July 8, 2013 (Last Updated: January 11, 2019)
Homing In on Margot Janse

As welcoming as she is successful, renowned Franschhoek chef Margot Janse loves nothing better than to surround herself with friends and family on her days off.

“Come in, come in,” says Margot Janse, ushering me out of the unseasonal summer rain and into her Franschhoek country home. At the entrance is her kitchen where fellow chef, Vanie Padayachee, is shucking oysters. A pan sizzles behind her, a rhythmic accompaniment to the shower outside. The living area spills out onto the porch and the wild, lush garden beyond. Thomas, Margot’s eight-yearold son, tears through the living room with a playmate in tow. His dad, Duncan Doherty, also a chef (at Vrede en Lust’s Cotage Fromage), calls after them to help with the egg yolk raviolis. The boys dutifully oblige and soon little hands are churning out flat sheets of pasta on the outside table.

Dutch-born Margot has carved a celebrated culinary career in South Africa that spans two decades. She collects awards – both local and international – as if she were picking cherries to fill a basket. Her restaurant, The Tasting Room at Le Quartier Français, has been in the San Pellegrino Top 50 Restaurants in the World for eight years. The Franschhoek restaurant also recently claimed the number two spot in the annual Eat Out Top 10 – it has made it onto the list an unprecedented 11 times. Plus, Margot was crowned Eat Out’s Chef of the Year. There’s more, but I won’t bore you. What Margot also is, is a mother, wife and friend to many. Oh, and she’s hilarious.

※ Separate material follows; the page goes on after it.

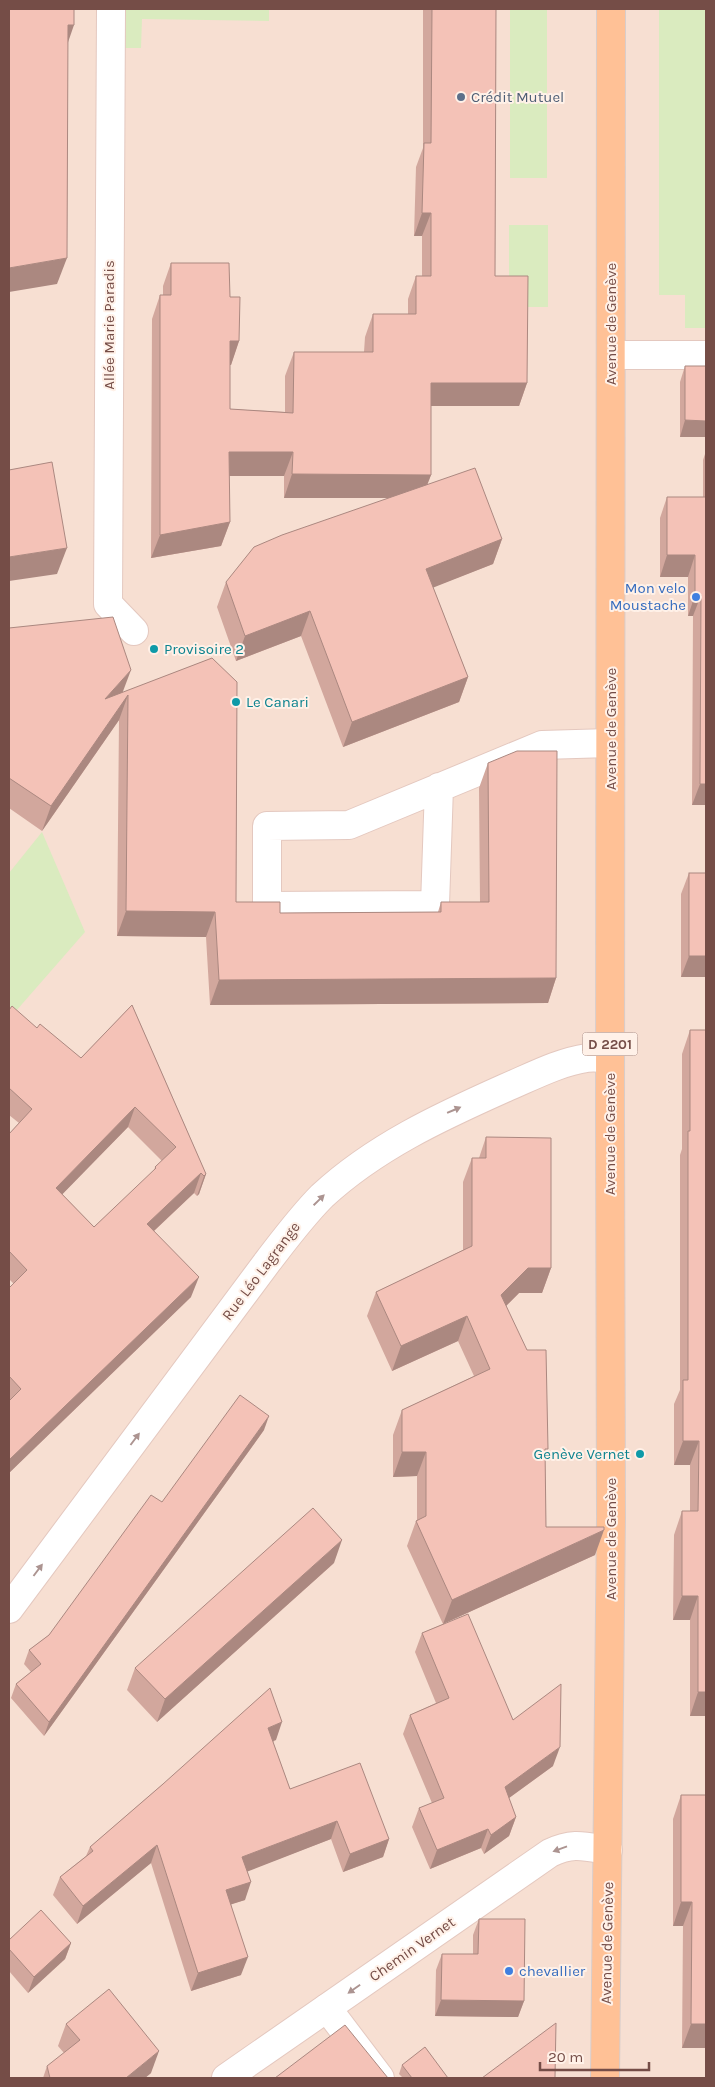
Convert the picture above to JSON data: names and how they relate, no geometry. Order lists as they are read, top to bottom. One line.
{"streets":{"main road":["Avenue de Genève","D 2201"],"street":["Allée Marie Paradis","Rue Léo Lagrange","Chemin Vernet"]},"crossings":[["Avenue de Genève","Rue Léo Lagrange"],["Avenue de Genève","Chemin Vernet"]],"one_way":["Rue Léo Lagrange","Chemin Vernet"],"places":["Crédit Mutuel","Mon velo Moustache","Provisoire 2","Le Canari","Genève Vernet","chevallier"],"scale_bar":"20 m"}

Not that she isn’t intimidating; she is. Sharp as nails, with an iron focus, Margot’s a commanding presence in the restaurant kitchen. One of only two Relais & Châteaux Grand Chefs in the country, her food is a beacon of contemporary, innovative South African cuisine. Timeless African ingredients, like baobab and buchu, are reinvented to tell a story on restaurant plates. The food is at once ancient and new, clever yet whimsical. The juxtaposition of imaginative cooking techniques rooted in nostalgia is what makes dining at The Tasting Room utter food theatre. The long, wooden table on the porch has been wiped clean of flour spills and egg shells. We settle there with flutes of champagne and tuck into West Coast oysters with suurvygies (sour figs) – fruit of a native South African succulent.

“The suurvgyies were picked at the dam in front of our house,” says Margot, pointing in the general direction. “Suurvygies have a unique flavour. The acidity works beautifully with the sweetness of the oysters.” Another glass of bubbles is poured. It’s Margot and Duncan’s favourite drink. A garland of corks stretching across the entire porch is testament to this love, as well as to theirs – they’ve been collecting them since the day they met, 16 years ago. Plates of egg yolk ravioli with sautéed porcinis whizz out of the kitchen with restaurant precision. “When you slice the ravioli open, the yolk becomes the sauce,” explains Margot.

“The most important thing with this dish is to use biodynamic eggs,” adds Duncan. We use Farmer Angus’s.” Indeed, the yolk is so rich and golden, it’s sunshine on the plate. Farmer Angus is Margot’s most treasured supplier. His beef short ribs are also on today’s menu; they’ve been slowly cooking in the Big Green Egg outside in the garden. Margot opens the ceramic cooking appliance to baste the ribs (each the size of a ciabatta loaf). Soon the ribs are ready and sliced for our plates. “I can’t deal with ribs where there’s no meat,” says Margot, tucking into a sticky short rib that measures three fingers high. This is served with an assortment of heirloom vegetables, “…vegetables we’ve either forgotten or not discovered yet”.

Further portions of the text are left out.